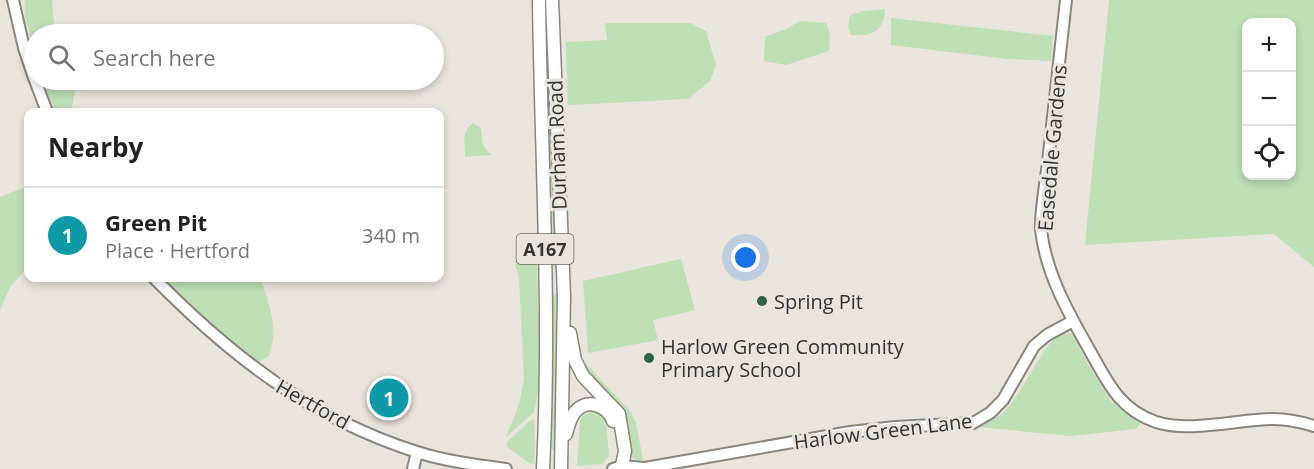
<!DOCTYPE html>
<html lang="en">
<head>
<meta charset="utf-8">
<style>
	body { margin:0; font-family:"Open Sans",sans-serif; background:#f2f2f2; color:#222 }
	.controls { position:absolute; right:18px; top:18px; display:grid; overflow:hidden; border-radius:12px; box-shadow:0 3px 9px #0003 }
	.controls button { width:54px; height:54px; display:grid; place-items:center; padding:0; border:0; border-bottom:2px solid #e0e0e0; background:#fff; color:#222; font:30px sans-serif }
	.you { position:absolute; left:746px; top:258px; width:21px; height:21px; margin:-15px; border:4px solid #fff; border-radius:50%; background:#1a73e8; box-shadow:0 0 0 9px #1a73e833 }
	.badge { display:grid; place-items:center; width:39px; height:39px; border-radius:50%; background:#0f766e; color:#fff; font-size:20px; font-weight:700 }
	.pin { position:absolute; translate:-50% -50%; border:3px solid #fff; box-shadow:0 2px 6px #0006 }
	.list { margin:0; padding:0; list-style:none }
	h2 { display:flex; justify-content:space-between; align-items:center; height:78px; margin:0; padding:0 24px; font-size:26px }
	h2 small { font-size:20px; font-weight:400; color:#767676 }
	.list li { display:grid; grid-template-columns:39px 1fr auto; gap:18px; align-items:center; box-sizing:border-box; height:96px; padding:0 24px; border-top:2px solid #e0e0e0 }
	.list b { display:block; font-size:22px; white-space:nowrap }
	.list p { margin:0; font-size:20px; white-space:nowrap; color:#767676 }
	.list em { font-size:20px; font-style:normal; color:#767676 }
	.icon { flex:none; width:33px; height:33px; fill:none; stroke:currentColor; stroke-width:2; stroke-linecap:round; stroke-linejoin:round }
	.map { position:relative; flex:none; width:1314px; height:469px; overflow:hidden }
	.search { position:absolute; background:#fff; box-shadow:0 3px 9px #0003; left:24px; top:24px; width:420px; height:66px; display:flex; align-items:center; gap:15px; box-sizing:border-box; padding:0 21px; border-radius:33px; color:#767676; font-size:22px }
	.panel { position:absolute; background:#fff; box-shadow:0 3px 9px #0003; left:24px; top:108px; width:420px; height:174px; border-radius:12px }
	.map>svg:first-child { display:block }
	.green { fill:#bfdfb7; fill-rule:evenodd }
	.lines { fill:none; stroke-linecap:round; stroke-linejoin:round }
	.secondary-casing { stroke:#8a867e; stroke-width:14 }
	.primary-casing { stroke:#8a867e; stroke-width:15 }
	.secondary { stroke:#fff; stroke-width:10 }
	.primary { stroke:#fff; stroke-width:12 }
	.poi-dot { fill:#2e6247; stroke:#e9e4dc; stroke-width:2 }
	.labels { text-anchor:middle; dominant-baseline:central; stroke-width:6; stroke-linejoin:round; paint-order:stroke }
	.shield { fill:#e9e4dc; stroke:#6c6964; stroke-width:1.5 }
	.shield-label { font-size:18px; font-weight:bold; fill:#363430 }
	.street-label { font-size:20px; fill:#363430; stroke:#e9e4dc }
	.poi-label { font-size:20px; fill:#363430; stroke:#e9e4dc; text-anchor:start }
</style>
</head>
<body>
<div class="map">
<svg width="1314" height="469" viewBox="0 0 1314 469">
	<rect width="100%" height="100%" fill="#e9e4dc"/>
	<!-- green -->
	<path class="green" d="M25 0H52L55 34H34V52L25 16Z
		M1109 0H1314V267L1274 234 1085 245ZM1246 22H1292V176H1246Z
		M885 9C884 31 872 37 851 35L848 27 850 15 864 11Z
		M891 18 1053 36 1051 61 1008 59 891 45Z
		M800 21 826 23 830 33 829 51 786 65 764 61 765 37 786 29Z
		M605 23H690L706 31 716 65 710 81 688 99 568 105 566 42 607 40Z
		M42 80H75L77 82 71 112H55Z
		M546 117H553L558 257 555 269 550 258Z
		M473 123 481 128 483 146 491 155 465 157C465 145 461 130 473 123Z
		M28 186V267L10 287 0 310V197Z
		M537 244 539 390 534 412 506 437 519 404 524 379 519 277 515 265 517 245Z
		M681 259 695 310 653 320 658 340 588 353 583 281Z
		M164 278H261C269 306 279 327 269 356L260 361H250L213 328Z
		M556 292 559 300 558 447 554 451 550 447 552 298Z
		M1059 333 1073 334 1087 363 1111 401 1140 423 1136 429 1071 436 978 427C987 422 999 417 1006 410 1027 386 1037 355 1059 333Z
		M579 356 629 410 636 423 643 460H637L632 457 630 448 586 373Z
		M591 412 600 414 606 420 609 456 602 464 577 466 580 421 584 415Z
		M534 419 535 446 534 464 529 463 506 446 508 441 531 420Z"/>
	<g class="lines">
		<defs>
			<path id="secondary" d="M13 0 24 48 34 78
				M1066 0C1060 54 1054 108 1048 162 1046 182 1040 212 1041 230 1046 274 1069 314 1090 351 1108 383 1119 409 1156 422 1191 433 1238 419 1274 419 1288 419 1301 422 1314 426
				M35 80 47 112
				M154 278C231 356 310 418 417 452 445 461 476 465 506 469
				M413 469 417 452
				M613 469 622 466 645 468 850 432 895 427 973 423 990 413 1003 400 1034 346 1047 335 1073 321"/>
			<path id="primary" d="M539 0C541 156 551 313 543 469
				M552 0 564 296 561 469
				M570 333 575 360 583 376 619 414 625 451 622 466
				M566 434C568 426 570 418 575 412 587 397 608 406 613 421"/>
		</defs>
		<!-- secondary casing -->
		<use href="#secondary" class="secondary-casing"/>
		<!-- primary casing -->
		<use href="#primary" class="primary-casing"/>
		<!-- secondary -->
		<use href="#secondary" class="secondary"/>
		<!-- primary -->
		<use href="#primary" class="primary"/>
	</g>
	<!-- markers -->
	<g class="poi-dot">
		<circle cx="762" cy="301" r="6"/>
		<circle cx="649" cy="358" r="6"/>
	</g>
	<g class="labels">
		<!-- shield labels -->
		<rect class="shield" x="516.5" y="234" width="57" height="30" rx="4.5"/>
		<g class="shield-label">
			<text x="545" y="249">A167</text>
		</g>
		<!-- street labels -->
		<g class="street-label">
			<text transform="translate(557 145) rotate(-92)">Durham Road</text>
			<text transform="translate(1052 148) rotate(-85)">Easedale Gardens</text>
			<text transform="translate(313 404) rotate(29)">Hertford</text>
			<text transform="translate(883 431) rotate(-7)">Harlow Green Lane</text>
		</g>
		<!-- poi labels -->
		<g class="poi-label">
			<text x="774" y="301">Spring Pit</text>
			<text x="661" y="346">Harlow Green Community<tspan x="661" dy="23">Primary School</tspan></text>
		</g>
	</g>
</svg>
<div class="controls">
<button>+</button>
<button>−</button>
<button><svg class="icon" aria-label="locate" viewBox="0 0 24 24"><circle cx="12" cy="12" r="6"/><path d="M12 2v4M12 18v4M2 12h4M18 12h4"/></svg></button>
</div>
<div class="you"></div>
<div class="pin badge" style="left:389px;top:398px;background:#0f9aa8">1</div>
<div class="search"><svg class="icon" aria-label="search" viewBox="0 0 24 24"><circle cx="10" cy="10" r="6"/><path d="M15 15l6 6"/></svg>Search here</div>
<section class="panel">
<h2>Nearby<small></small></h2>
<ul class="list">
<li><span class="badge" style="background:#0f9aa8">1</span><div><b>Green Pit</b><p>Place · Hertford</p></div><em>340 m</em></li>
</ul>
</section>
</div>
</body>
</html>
* * *
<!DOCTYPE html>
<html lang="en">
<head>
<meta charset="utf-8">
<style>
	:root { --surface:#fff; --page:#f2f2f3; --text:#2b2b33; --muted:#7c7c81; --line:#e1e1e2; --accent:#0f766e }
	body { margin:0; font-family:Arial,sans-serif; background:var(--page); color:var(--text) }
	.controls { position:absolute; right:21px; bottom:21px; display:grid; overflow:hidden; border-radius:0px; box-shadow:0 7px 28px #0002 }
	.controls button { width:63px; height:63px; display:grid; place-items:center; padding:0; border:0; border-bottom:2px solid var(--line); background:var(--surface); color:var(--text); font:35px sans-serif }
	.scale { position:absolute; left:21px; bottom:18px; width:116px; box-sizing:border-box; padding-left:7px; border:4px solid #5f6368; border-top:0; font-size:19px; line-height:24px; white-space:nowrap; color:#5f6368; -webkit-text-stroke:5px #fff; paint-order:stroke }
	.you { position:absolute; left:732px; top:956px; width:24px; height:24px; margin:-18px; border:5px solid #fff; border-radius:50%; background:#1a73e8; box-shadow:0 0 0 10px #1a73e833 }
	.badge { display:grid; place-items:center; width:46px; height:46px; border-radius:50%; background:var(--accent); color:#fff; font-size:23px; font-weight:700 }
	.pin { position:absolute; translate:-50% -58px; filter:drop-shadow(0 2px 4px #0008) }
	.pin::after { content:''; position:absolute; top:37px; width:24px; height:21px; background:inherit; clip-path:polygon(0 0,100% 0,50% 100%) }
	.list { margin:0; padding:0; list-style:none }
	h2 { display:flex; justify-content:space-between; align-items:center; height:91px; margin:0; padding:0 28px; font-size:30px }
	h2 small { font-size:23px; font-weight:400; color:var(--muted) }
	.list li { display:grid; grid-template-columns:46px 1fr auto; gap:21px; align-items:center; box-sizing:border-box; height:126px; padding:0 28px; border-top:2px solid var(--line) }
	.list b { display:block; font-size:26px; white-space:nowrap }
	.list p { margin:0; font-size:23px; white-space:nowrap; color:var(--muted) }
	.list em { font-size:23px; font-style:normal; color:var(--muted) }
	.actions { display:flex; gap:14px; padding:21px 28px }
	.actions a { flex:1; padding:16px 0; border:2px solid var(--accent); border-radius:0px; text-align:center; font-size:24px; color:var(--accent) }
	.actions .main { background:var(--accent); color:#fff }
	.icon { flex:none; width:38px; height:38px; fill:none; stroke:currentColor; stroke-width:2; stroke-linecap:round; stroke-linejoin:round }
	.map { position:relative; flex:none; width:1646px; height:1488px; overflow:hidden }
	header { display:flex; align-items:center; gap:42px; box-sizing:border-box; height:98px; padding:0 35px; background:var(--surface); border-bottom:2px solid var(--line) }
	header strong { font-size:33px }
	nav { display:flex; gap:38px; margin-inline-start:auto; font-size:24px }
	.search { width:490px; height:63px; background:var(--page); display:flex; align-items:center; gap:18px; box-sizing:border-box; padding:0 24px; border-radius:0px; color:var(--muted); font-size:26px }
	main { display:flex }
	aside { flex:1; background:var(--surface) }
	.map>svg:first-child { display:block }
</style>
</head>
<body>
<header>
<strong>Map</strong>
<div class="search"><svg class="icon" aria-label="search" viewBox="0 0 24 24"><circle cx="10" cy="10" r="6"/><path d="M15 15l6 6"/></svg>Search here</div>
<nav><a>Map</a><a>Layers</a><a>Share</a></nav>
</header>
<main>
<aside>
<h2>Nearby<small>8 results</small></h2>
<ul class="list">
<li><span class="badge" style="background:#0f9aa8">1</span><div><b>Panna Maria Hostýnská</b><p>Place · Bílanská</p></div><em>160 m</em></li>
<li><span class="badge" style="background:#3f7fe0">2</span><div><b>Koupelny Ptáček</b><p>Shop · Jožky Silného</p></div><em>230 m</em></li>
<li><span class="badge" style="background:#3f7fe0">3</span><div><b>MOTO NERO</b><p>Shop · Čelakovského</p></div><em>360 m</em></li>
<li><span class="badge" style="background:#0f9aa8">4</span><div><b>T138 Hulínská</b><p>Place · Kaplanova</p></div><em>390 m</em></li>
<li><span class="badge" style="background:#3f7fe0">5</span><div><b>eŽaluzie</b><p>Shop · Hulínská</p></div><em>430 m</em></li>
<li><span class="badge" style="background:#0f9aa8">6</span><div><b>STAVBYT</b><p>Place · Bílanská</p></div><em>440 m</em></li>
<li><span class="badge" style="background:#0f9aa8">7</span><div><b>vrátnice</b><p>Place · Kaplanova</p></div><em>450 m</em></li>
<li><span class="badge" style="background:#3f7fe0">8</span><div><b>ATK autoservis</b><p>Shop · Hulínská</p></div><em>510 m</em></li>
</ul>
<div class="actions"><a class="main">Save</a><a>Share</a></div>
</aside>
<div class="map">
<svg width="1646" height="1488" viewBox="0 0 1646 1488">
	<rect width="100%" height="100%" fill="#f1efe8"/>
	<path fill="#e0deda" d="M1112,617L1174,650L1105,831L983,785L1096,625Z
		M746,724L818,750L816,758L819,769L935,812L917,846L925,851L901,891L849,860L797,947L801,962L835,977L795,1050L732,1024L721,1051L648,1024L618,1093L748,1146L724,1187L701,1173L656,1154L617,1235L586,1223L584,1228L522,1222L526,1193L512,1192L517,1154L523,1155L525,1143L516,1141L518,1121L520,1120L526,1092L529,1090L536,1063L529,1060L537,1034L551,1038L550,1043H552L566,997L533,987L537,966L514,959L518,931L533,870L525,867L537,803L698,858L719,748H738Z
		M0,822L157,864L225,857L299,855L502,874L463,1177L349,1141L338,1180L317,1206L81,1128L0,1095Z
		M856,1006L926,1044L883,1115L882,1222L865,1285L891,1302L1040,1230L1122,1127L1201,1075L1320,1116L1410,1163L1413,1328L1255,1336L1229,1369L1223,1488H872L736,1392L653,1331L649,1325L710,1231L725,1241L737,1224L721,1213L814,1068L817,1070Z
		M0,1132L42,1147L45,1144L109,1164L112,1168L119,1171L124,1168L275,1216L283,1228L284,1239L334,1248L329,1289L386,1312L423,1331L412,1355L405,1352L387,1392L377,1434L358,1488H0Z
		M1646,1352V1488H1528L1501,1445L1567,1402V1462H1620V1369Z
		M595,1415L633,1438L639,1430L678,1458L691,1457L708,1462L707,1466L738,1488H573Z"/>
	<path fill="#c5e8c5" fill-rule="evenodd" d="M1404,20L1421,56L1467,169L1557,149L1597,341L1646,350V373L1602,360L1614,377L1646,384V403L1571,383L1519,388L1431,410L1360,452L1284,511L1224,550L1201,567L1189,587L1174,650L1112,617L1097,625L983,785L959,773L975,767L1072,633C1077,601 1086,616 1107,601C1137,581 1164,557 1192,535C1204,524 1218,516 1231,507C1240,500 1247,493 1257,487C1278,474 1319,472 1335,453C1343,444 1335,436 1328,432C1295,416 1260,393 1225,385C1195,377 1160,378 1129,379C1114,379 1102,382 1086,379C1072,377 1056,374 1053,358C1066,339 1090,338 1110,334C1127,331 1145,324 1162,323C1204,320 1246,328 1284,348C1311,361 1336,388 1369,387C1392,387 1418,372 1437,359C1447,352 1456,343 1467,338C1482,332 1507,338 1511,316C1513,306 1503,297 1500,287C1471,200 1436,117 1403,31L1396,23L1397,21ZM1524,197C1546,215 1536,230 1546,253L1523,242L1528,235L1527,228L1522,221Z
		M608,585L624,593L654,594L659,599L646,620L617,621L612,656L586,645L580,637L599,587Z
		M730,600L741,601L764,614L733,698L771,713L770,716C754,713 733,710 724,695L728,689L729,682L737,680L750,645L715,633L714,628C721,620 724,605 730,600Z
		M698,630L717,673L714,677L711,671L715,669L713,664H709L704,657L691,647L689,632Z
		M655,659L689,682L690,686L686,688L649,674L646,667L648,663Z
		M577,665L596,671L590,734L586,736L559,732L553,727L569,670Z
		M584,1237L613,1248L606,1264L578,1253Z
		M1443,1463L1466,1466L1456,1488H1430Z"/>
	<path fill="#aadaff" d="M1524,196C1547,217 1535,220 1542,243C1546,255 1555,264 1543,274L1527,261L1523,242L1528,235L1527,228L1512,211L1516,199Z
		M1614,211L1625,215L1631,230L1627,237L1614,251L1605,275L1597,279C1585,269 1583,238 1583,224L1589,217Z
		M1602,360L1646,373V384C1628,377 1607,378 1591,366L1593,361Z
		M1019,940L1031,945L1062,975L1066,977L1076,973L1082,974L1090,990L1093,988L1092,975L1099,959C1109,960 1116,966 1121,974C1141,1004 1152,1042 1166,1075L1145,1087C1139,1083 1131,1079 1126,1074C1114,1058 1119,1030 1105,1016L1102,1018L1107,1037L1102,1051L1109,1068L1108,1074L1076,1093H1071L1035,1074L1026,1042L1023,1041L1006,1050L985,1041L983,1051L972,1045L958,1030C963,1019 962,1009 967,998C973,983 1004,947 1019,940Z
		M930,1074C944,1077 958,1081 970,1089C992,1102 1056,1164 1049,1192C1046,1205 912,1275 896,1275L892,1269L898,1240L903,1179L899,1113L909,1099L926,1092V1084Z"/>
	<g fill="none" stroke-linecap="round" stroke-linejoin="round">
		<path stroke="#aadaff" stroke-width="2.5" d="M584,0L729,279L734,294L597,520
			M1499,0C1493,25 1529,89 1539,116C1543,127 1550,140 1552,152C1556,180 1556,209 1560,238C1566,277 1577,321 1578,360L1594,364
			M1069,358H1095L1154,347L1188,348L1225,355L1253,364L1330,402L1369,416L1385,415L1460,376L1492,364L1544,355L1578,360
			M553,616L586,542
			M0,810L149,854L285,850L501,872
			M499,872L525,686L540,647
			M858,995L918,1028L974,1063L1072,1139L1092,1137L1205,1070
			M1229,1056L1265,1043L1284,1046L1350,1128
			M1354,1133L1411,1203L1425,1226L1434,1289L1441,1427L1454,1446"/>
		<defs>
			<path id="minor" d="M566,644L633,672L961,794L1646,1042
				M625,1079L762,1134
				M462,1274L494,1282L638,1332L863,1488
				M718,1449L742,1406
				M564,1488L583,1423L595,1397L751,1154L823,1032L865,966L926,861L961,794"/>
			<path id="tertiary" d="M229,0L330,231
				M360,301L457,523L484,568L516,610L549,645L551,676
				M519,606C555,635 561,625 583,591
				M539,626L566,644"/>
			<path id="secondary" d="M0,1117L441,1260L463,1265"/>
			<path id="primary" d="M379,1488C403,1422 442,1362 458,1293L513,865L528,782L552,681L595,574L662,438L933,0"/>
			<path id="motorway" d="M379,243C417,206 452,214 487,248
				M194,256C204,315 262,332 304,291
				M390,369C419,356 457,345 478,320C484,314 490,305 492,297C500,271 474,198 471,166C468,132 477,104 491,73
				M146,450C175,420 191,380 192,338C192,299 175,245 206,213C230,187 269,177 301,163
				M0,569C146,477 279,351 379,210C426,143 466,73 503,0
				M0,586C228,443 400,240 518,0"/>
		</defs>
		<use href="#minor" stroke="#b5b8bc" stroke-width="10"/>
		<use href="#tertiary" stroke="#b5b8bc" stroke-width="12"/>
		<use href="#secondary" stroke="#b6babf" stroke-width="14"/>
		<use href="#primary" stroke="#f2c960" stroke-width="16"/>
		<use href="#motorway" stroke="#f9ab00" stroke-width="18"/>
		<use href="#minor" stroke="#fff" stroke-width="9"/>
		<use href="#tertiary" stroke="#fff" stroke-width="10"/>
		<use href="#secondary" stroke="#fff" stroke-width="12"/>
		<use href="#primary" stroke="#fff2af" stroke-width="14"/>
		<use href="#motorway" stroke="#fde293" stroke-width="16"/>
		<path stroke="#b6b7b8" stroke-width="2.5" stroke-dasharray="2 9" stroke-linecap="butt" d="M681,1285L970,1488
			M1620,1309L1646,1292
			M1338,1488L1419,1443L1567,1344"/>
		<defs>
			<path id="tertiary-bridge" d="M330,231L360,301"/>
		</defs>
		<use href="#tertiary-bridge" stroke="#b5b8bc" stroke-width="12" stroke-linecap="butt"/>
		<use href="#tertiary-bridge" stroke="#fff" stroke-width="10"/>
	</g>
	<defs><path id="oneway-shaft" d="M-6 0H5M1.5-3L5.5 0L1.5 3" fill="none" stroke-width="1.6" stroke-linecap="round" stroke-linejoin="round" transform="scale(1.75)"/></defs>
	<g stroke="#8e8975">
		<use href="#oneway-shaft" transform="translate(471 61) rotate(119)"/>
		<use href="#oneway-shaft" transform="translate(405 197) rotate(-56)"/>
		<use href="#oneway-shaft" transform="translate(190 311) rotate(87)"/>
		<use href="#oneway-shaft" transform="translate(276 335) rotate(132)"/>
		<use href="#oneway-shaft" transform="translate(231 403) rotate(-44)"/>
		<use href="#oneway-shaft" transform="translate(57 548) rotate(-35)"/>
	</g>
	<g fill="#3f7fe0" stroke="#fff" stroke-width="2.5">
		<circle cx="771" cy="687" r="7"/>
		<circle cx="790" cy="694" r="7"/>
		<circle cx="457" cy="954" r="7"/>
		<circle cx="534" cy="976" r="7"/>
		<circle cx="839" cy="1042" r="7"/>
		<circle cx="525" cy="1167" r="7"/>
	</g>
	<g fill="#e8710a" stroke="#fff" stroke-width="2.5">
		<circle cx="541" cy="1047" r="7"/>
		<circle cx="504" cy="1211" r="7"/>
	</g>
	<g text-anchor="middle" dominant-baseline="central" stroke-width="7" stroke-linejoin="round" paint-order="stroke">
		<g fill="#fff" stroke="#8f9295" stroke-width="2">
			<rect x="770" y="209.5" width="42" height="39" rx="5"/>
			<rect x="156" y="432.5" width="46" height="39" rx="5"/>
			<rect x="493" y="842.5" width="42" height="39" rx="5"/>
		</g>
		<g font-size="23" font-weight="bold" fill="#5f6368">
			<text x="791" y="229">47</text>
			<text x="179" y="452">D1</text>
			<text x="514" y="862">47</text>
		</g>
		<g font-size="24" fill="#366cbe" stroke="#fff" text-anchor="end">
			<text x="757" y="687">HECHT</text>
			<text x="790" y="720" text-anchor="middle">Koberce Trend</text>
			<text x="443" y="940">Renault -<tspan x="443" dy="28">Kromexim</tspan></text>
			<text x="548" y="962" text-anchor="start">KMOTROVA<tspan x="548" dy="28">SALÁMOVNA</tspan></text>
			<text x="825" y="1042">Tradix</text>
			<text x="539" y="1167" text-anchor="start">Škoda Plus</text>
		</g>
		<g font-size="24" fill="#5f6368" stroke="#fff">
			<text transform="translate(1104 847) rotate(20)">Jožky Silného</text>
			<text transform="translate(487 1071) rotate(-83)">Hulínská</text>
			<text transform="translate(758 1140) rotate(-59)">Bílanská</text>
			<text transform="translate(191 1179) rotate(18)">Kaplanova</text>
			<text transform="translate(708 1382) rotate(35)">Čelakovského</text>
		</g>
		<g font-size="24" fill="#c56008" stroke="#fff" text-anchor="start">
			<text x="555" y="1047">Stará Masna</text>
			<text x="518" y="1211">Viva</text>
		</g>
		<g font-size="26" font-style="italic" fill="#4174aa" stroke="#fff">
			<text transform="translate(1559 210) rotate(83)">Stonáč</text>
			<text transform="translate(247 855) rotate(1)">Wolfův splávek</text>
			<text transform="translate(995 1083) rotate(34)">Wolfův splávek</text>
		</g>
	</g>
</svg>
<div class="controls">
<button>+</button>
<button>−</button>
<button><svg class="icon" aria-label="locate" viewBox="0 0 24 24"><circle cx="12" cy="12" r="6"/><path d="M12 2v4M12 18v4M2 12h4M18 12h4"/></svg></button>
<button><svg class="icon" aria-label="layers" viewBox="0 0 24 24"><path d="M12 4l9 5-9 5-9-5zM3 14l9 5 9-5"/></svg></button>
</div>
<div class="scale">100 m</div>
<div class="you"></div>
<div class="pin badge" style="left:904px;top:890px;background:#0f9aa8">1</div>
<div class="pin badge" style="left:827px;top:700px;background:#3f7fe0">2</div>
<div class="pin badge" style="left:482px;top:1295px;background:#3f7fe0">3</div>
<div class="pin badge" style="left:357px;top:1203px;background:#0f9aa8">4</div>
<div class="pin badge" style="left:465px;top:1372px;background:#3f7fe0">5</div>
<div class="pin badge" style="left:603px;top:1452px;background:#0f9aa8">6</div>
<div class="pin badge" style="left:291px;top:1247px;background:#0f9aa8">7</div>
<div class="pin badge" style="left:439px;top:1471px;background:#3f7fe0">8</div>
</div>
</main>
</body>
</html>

TASK OBJECTIVE
Pull out every line in the material above where "lines" occurs.

ANSWER SPACE
	.lines { fill:none; stroke-linecap:round; stroke-linejoin:round }
	<g class="lines">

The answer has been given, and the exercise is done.